It says something about the legendarily byzantine and cumbersome Pentagon acquisition system that a bipartisan panel of retired military leaders and procurement experts spent 540 pages in a new report detailing how the Department of Defense needs to change.

And that was only the second installment in an expected trilogy to Congress on improving military procurement from the Advisory Panel on Streamlining and Codifying Acquisition Regulations.

The Pentagon spends so much of the nation’s treasure — nearly $700 billion this year alone — that taxpayers are owed this sort of detailed scrub of how the military develops and buys weapons and technologies, in an effort to improve efficiencies and save money.

But U.S. service members are owed it as well because potential adversaries don’t have to navigate anything similar to our procurement system, where it can take years to bring a technology or weapon from concept to development to production and fielding.

In just one example, potential adversaries can readily make use of commercially available encryption technology to mask their intent. In another, anti-terror officials are warning of the threat from terrorists using commercially available drones that drop grenades or deadly toxins.

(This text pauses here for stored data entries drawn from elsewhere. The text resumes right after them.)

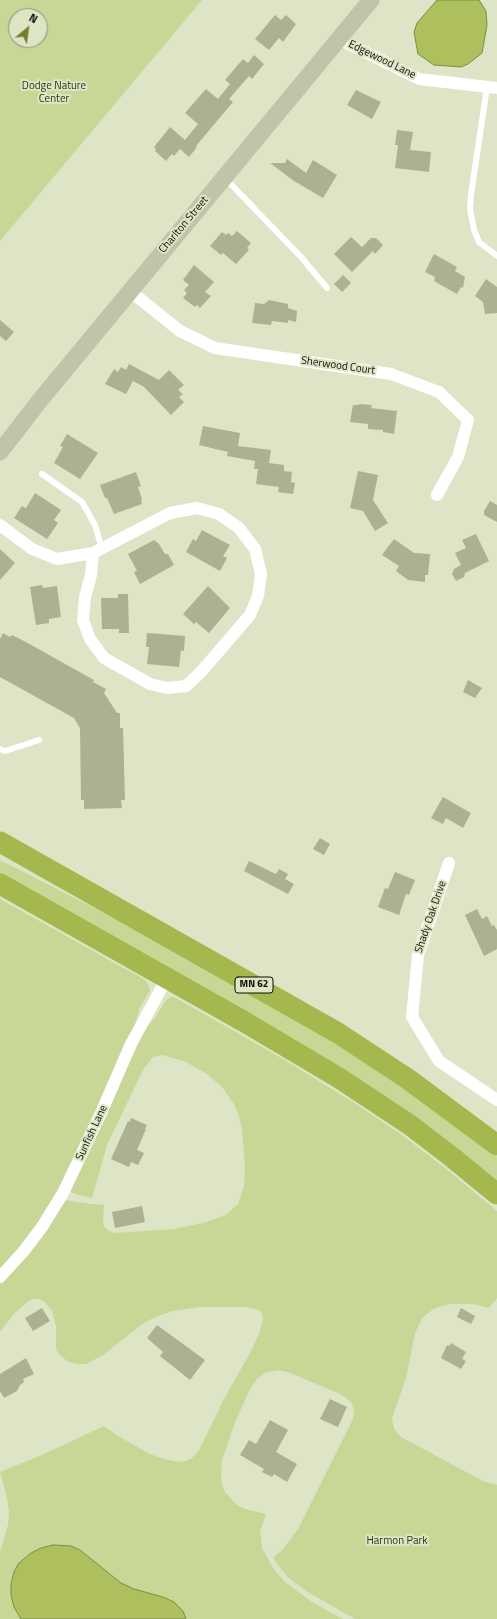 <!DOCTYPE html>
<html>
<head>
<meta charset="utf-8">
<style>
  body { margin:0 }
  #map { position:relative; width:497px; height:1619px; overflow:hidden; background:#dde5c6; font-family:"Titillium Web",sans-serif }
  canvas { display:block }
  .north { position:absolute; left:8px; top:8px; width:40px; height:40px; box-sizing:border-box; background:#dde5c6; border:1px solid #8a907a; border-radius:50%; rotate:29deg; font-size:11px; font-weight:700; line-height:16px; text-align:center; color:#0e1107 }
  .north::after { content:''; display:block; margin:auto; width:14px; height:18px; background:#72802e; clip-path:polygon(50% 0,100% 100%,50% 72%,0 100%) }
</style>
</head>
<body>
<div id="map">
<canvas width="497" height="1619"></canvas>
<div class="north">N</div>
</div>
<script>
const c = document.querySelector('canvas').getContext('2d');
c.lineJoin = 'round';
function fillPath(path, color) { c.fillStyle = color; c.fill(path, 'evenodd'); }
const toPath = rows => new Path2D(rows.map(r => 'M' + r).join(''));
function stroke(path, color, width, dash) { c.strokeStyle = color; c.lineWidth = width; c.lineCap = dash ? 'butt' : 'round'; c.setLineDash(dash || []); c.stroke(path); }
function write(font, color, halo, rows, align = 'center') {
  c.font = font + ' "Titillium Web",sans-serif'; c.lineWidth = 4; c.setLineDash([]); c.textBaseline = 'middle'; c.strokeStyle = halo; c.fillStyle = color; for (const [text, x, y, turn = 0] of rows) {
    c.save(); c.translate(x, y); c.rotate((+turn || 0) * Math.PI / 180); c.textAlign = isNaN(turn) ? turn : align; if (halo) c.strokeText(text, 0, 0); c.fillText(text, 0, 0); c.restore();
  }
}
const green = toPath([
  [0,0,202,0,0,241],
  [16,16,40,16,40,40,16,40],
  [0,860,153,938,308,1026,380,1071,471,1136,497,1157,497,1182,0,874],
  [0,899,145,980,149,986,150,990,139,1010,135,1026,61,1186,30,1236,0,1270],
  [171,997,176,998,283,1059,356,1104,402,1135,445,1168,497,1211,497,1298,489,1308,473,1304,450,1304,435,1308,423,1317,415,1333,406,1378,392,1418,394,1429,401,1437,483,1481,497,1485,497,1619,355,1619,308,1592,291,1580,280,1568,273,1558,283,1549,298,1529,353,1419,354,1409,351,1402,340,1394,288,1372,278,1370,267,1372,258,1378,250,1389,236,1420,222,1460,221,1478,223,1487,225,1492,237,1505,245,1509,266,1514,260,1531,262,1548,273,1568,285,1582,312,1602,343,1619,186,1619,179,1606,174,1602,163,1597,134,1589,121,1583,80,1550,71,1546,53,1545,36,1550,23,1560,14,1572,11,1584,11,1595,17,1613,21,1619,0,1619,0,1552,8,1525,9,1511,7,1497,0,1472,42,1455,104,1426,118,1436,150,1454,164,1459,178,1462,185,1461,192,1458,199,1450,224,1399,251,1351,259,1334,263,1319,262,1313,259,1310,246,1307,201,1307,172,1311,158,1316,145,1322,103,1355,86,1364,78,1364,68,1362,58,1353,56,1349,56,1326,52,1311,45,1302,39,1299,33,1299,27,1302,13,1315,0,1332,0,1283,20,1262,64,1200,91,1204,104,1205,103,1219,104,1226,109,1231,115,1233,174,1229,203,1223,226,1215,238,1204,244,1186,245,1166,242,1130,239,1116,234,1104,222,1087,207,1074,186,1062,163,1055,153,1057,143,1070,107,1145,92,1198,75,1194,69,1190,145,1029,155,1018,166,1000]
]);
const water = toPath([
  [437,0,479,0,486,11,487,25,482,53,468,64,461,67,434,65,418,54,414,32,417,23,437,0],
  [53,1545,71,1546,80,1550,121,1583,134,1589,163,1597,174,1602,183,1611,186,1619,21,1619,14,1607,11,1595,11,1584,14,1572,19,1563,31,1553,41,1548,53,1545]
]);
const building = toPath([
  [275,15,281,20,286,15,296,24,283,42,279,38,269,50,255,39],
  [254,55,264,64,252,79,249,76,229,99,233,102,196,146,197,147,189,157,180,149,174,156,172,154,166,161,155,151,156,149,154,147,170,127,185,140,198,124,185,113,206,89,218,99,230,84,225,80,243,59,248,63],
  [356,90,381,102,372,119,347,105],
  [397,130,413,132,410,150,431,152,429,172,395,168,398,145,395,145],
  [287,159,306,173,313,160,337,175,323,198,294,181,270,163,285,163],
  [237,231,251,243,247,248,249,250,236,264,223,253,221,255,210,246,222,232,226,235,228,233,232,236],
  [351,237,362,247,371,238,376,238,383,245,375,254,373,251,352,272,334,254],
  [434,254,457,267,455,271,465,277,463,288,461,287,457,294,434,281,435,277,425,272],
  [194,265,214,282,205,292,211,296,200,308,197,305,195,307,183,298,187,293,184,290,189,285,183,280],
  [343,275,351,283,342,292,334,284],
  [486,279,497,287,497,313,485,314,483,302,475,296],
  [269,300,288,304,288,308,297,311,296,322,288,320,288,323,272,321,271,325,252,323,255,303,264,304],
  [0,320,14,332,6,341,0,336],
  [129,364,159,380,169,370,184,385,178,390,183,394,179,397,184,402,171,415,144,387,133,381,126,394,105,384,114,369,118,372,121,367,126,370],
  [359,404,372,405,371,408,397,411,394,434,383,432,383,430,368,429,368,424,350,422,353,405,359,405],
  [203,426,240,433,238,446,271,450,269,463,284,465,284,471,292,472,291,482,295,483,293,494,278,492,279,487,256,484,258,469,254,469,255,461,227,456,228,452,199,445],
  [67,434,98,453,80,479,54,463,63,447,60,446],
  [358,471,378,475,373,500,388,523,375,531,363,511,350,508],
  [136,472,141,486,138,487,142,499,141,499,142,504,114,514,107,498,105,498,100,485],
  [35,493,61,510,54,520,58,523,47,539,14,518,22,506,26,508],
  [490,501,497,505,497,522,484,515,484,511],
  [202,530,230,545,223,556,227,558,220,571,186,552,193,539,196,541],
  [476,534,489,561,465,573,464,577,456,581,452,574,454,569,461,565,455,553,466,548,462,540],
  [394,539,414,553,430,554,428,575,425,575,425,582,408,580,396,571,399,566,382,555],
  [154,540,159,544,165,554,168,554,174,565,140,584,134,572,137,571,128,554],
  [0,549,15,563,0,580],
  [42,585,43,588,57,586,61,617,49,619,49,623,36,625,30,587],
  [208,586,230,608,209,633,196,622,194,624,183,614],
  [118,594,128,594,129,633,119,633,119,629,102,629,101,598,118,598],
  [3,633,10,637,12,635,24,641,94,680,93,682,106,689,104,693,117,713,120,713,120,728,123,728,125,800,121,800,122,808,84,809,84,800,81,800,80,728,74,718,0,677,0,639],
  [147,633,185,636,184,651,181,650,179,667,147,664,149,647,146,647],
  [468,680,482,688,475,698,463,692],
  [443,797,471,813,463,828,446,818,443,824,431,818],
  [320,838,330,844,324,855,313,849],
  [249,861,276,874,279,869,288,874,285,879,294,884,288,894,244,871],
  [395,872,415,880,409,895,406,894,399,915,378,907,385,888,388,889],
  [477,909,482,919,487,916,492,926,494,925,497,930,497,949,484,956,465,915],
  [131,1118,147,1125,145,1129,146,1129,137,1150,144,1153,138,1165,131,1162,129,1167,111,1159,128,1121,130,1122],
  [142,1206,145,1222,115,1228,112,1212],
  [42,1308,50,1321,33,1331,25,1318],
  [461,1308,475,1316,471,1324,457,1317],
  [157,1325,205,1360,190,1380,160,1356,163,1352,147,1338],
  [451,1343,466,1352,462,1359,466,1361,461,1369,441,1358,447,1345,449,1346],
  [26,1358,34,1374,23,1379,24,1382,20,1385,17,1391,4,1398,0,1391,0,1374],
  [330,1399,347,1407,338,1427,320,1419],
  [270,1420,288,1430,276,1452,297,1464,287,1482,274,1474,272,1477,262,1472,264,1469,240,1455,249,1440,256,1444]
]);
const lane = toPath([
  [487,87,471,195,470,209,474,230,479,242,497,256],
  [225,178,301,257,327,288],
  [42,474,82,502,95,525,102,549],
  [0,749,5,751,39,740]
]);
const street = toPath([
  [339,39,419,79,497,88],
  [130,291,180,331,215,348,391,374,439,392,468,420,458,457,437,495],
  [197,508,219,514,239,528,255,549,261,574,258,596,250,615,201,672,186,686,167,688,150,684,104,658,90,639,83,620,85,597,91,575,93,553,170,513,197,508],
  [0,525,32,549,57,559,93,553],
  [449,863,418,955,412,1017,439,1061,497,1100],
  [0,1277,23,1252,42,1227,63,1193,101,1113,131,1044,167,978]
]);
const secondary = toPath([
  [0,452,41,399,371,0]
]);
const highway = toPath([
  [0,842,338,1033,408,1079,497,1145],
  [0,884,243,1021,339,1078,410,1125,453,1158,497,1194]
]);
const shields = [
  [254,985,38]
];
const shieldNames = [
  ["MN 62",254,985]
];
const streetNames = [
  ["Edgewood Lane",382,60,26],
  ["Charlton Street",184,225,-50],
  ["Sherwood Court",338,366,8],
  ["Shady Oak Drive",431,917,-71],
  ["Sunfish Lane",92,1133,-65]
];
const parkNames = [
  ["Dodge Nature",54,86],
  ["Center",54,99],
  ["Harmon Park",397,1541]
];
fillPath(green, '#c8d696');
fillPath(water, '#adc05d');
stroke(water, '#7d8c43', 1);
fillPath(building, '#abb294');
stroke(lane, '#fff', 6);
stroke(street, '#fff', 12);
stroke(secondary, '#bfc5a9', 17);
stroke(highway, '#a5b84d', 21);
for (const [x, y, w] of shields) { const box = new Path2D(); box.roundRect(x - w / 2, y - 8, w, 16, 3); c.fillStyle = '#dde5c6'; c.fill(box); stroke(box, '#0e1107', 1); }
write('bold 10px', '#0e1107', null, shieldNames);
write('11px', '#0e1107', '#dde5c6', streetNames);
write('11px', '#30370d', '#dde5c6', parkNames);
</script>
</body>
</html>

In short, our enemies now have greater access to emerging commercial technologies than ever before, posing a serious threat to national security. And as the battlefield is shifting to the digital realm and the “hacker” becomes a class of soldier, the potential threat has increased exponentially. And making us most vulnerable is the pace at which data- and software- driven threats can be developed versus the time it takes the Department of Defense to develop a solution. Further, Pentagon procurement hurdles erected over the decades have had the unintentional result of narrowing the technology gap and making it difficult to tap the commercial sector, where intense innovation is happening.

“DoD once served as a major catalyst and funding source for scientific and technological innovation, driving research and development. Now, DoD must find ways to support and benefit from advances that are generally driven by the private sector, often in consumer markets,” the report said.

One important way to speed up the acquisition process and attract companies from the private sector is to step up what is known as other transaction authority, or OTA.

OTA agreements are designed to jump-start the slow technology-buying process and rapidly develop prototypes for assessment by the military services. The speed is generated by slashing the Pentagon’s red tape, and efficiency is gained by rigorously testing the technology before buying it. OTA projects provide greater flexibility than typical government procurement, and they are very welcoming of companies that have no history of working with the Department of Defense, which has long been viewed as an “unattractive customer to large and small firms with innovative, state-of-the-art solutions,” the advisory panel said.

Turbocharged by an OTA, a research and prototyping project can be shepherded through the acquisition process and funded in about two months, where it could take well over a year if managed through the usual wickets.

Use of OTAs in the Department of Defense is substantial, though still dwarfed by traditional defense contracting. The DoD told Federal News Radio that the military services spent almost $21 billion through 148 OTA agreements between 2015 and 2017.

The advisory panel isn’t bashful about calling out the paramount need for change in the Pentagon in an age of terrorism and rising military competitors like China and Russia.

The Department of Defense’s “suffocating bureaucratic requirements make the pace at which it proceeds simply unacceptable in today’s rapidly changing technological environment,” the panel said in an earlier report to Congress. “DoD must replace this system, designed for buying equipment for the Cold War, with one that takes advantage of technologies and methodologies available in the current marketplace.”

OTA is by no means a panacea, and there is a right way and a wrong way to go about implementing them. Still, it is an important agent of change and a means of getting the best technologies to the military services much faster. Even better, OTA is available now.

Tim Greeff is founder and CEO of National Security Technology Accelerator, an Arlington, Virginia-based nonprofit responsible for managing the Army’s Training and Readiness Accelerator.